Liquidation and Bankruptcy

Shenzhen company lawyer

As China liquidation lawyer, we handled company liquidation matters across China, especially in Guangdong area. Liquidation or 'Winding Up' is a process for the ‘winding up’ of a company's financial affairs in order to provide for an orderly dismantling of the company's structure.

Types of liquidation

There are three types of liquidation; compulsory, members' voluntary and creditors' voluntary liquidations. The distinction between 'compulsory' and 'voluntary' liquidations lies in the fact that a compulsory liquidation is imposed on the company by a court order, whereas a voluntary liquidation is commenced by the company's own resolution.

This involves the undertaking of appropriate investigations and a fair distribution of the company's assets to its creditors. This occurs either because the company cannot pay all of its debts or when its members decide to end the company's existence, for various reasons.

When a company is declared bankrupt the Court has the power to ‘wind it up’ and appoint a Liquidator, whose responsibility is to turn the assets into cash and distribute it in the order set out under China law.
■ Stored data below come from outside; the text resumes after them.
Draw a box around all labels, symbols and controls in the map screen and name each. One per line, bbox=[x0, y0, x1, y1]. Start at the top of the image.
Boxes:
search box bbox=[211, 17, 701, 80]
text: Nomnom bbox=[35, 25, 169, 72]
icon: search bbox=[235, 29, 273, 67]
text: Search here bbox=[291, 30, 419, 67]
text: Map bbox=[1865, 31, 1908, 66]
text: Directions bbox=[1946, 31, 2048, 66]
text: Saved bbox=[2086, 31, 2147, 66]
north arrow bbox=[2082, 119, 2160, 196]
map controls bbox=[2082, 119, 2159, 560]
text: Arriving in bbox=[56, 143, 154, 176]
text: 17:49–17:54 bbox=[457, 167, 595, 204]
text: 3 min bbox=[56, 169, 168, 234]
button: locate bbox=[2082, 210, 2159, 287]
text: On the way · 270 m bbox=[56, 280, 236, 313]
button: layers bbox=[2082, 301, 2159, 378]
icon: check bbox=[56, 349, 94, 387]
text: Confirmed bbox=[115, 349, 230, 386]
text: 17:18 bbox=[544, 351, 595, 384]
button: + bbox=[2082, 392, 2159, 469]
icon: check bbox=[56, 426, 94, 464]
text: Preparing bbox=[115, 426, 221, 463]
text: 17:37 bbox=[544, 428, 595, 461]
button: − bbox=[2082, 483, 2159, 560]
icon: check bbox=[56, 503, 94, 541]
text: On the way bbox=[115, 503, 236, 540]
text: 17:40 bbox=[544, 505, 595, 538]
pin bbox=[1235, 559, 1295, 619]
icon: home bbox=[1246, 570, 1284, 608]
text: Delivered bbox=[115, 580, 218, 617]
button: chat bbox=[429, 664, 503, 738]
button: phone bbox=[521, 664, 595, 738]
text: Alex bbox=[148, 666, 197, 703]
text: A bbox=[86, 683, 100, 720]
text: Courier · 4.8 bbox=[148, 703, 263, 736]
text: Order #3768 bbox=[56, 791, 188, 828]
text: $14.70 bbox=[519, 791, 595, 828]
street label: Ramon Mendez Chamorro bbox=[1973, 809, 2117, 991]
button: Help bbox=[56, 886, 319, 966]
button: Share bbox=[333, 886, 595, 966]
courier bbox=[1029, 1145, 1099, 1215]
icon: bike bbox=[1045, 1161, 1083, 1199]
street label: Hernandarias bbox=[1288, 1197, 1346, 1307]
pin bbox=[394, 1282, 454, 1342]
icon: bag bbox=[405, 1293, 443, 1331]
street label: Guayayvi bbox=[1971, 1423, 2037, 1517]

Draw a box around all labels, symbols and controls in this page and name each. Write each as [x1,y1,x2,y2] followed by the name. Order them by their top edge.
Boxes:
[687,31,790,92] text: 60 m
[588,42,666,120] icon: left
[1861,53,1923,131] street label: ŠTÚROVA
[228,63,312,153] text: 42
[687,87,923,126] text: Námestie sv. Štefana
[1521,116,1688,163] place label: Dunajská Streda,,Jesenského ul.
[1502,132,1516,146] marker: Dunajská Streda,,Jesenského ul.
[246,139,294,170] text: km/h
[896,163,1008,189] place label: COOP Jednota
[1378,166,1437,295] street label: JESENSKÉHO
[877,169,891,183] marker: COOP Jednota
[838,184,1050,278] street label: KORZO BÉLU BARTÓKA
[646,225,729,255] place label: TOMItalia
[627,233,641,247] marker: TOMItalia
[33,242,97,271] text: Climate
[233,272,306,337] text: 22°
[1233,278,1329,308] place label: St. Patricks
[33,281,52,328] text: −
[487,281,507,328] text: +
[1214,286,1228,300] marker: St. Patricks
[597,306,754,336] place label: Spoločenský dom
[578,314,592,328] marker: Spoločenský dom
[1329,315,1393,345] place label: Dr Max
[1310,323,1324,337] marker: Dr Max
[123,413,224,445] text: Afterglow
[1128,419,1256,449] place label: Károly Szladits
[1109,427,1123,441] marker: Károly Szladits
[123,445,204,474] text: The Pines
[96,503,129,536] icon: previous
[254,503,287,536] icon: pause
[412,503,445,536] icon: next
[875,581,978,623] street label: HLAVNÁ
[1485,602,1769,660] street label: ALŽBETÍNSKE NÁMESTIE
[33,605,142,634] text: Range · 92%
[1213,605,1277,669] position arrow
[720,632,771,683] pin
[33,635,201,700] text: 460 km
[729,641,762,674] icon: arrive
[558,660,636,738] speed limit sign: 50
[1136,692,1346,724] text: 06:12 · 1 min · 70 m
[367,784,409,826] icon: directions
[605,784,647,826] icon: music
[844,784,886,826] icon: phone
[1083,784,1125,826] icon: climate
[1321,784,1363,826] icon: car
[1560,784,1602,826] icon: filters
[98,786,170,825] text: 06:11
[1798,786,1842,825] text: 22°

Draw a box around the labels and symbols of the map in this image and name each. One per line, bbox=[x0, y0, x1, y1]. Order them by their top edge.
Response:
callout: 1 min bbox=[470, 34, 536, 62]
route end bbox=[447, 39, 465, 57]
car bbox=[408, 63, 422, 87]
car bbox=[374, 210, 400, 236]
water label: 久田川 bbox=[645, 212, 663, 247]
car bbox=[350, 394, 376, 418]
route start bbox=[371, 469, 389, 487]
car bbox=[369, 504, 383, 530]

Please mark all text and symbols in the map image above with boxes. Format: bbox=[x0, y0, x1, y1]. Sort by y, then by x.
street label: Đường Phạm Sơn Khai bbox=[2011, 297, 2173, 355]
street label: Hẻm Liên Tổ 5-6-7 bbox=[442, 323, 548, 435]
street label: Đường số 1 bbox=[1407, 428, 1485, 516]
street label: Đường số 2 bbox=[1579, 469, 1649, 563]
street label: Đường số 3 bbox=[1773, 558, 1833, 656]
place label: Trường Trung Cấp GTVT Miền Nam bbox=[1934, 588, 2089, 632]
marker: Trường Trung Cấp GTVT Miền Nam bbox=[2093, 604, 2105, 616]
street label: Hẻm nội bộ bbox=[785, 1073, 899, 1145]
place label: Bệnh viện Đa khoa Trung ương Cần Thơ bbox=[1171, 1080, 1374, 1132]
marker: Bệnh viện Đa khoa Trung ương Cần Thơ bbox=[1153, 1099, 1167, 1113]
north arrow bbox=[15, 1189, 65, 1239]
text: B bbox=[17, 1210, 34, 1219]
The creditor and the liquidator firstly recover their costs, followed by certain entitlements to employees. The balance is distributed among unsecured creditors.

Compulsory winding up proceedings are handled in a Chinese court, as opposed to voluntory liquidation, which is handled by the company itself. Guangdong Huashang Law Firm’s liquidation specialists can assist you by filing an Originating Process. If the Court is satisfied that the company is trading insolvent, it can then appoint a liquidator.

The bankruptcy process

Bankruptcy is a process that arises when a debtor is found to be unable to pay their debts from their own resources. A debtor may be unable to pay their debts if:

- They can pay their debts eventually but do not have sufficient resources to pay those debts which are due to be paid now
- Taking a long-term view, they have insufficient resources to cover their liabilities.

If a debtor is unable to pay their debts in either of these ways, they are declared to be 'insolvent' and susceptible to bankruptcy proceedings.

On the making of a bankruptcy order against them, the debtor becomes a bankrupt and their properties will vest in their trustee in bankruptcy and be distributed among their creditors.

Liquidation of a company

An insolvent company may be put into liquidation whereby all its assets are taken and shared between its creditors. Liquidation differs from bankruptcy in that at the end of the liquidation, the company ceases to exist.

There are also arrangements other than liquidation that enable a company to survive insolvency. The terms 'liquidation' and 'winding-up' are synonymous, both describing the process by which the existence of a company is brought to an end and its property administered for the benefit of its creditors and members.